And yes, being bad with money and ‘borrowing’ has nothing to do with gender. Met plenty of men who’ve tried the same thing with me. When people ask me for money, if I have it I give it..I don’t expect it back and I don’t hold it against every guy on the planet if one man fails to repay it.
@FelixBC:
Well, everyone has their kinks.
@All:
Brandon’s story is the reason why I take anectdotes with a grain of salt sometimes… The details are like miracle sometimes, where it goes from “I had an unmistakeable personal experience of God” to “It was sunny on my birthday after having rained for a week before.”
A tale of a woman manipulatively begging for cash of a stranger turns into somebody asking for a short-term loan… To the woman, it was probably just a shot in the dark that missed, no harm done and not a second thought afterwards. To Brandon, it was a calculated move the he skillfully and masterfully deflected, leaving the woman in awe of his awesome manly alphaness. It’s like a tale of two cities, only they are the same city.
@Viscaria: Because the larger topic at hand is that men shouldn’t just give give give to women who give nothing in return.
Also, have you known this friend for a while or did you just meet? Because that is what is important in the example I gave. Not that you wont help friends out, but people asking you for money and you don’t have a meaningful relationship with them.
Erm… the sentence totally makes sense: “The details are like miracle stories“
NO ONE should do that.
I’ve been following along Brandon, and I’m still not seeing where gender comes into this. Lots people beg money off people for cigarettes. Hell, my dad used to do that to me, back when we were still on speaking terms.
@Brandon:
“Because the larger topic at hand is that men shouldn’t just give give give to women who give nothing in return.”

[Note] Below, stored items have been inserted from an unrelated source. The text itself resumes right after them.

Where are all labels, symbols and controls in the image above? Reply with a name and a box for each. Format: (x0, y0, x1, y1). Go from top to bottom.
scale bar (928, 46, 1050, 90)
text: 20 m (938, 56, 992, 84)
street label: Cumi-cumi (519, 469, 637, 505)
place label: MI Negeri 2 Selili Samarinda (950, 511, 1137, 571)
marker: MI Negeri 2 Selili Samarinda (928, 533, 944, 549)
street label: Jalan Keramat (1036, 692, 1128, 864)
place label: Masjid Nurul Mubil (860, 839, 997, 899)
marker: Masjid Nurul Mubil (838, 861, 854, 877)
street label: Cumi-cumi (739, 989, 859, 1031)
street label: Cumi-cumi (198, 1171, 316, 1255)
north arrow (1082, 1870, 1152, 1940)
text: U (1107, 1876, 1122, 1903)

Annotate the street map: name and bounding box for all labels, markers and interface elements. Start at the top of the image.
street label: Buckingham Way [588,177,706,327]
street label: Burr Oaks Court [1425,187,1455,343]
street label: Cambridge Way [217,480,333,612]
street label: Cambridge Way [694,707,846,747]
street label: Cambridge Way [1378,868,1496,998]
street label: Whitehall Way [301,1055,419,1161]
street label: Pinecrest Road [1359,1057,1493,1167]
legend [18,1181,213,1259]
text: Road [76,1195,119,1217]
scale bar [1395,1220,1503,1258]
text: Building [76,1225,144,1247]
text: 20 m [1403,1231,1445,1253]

Replace “men” with “people” and “women” with “other people” and you have a simple truism that everyone agrees with. The gender not only adds nothing, it makes it seem as if the gender is where the truth is, which is silly.
Replace “men” with “Brandon” and “women” with “women” and you get what you have really been talking about this entire time. ^_^
I had a co-worker once who used to frequent a bar with a guy who was, shall we say, lonely? Anyway, she promised him sex for $500 and had him pay up front. She then made up an excuse to leave and failed to return. She saw him the next week and this time convinced a friend to help her out by claiming they both would have sex with him for $500 each. He amiably agreed, paid them up front and they ran out on him with no sex. He never complained. It was a very strange story.
That was the closest I have ever heard someone come to the “I am a female, give me money” Brandon just made up.
@Felix: This isn’t about giving a dollar amount to what someone is doing for you. It is about learning to not be in a relationship where you are doing all the giving and getting nothing in return.
Relationships in the end have to be mutually beneficial, so there needs to be roughly an equal amount of give and take.
Yeah… but the “thing” in return that the women are supposed to be giving is sex, right? And you’re in a monogamous relationship with someone, so you wouldn’t be having sex with her anyway, right? So… what does this have to do with gender?
And yes, I’ve known this friend a long time. which makes my story not exactly the same as yours. I’ve also spent probably hundreds of dollars in “I’ll get you next time”s, which is a little different than $10 or $25.
@Brandon:
“@Felix: This isn’t about giving a dollar amount to what someone is doing for you. It is about learning to not be in a relationship where you are doing all the giving and getting nothing in return.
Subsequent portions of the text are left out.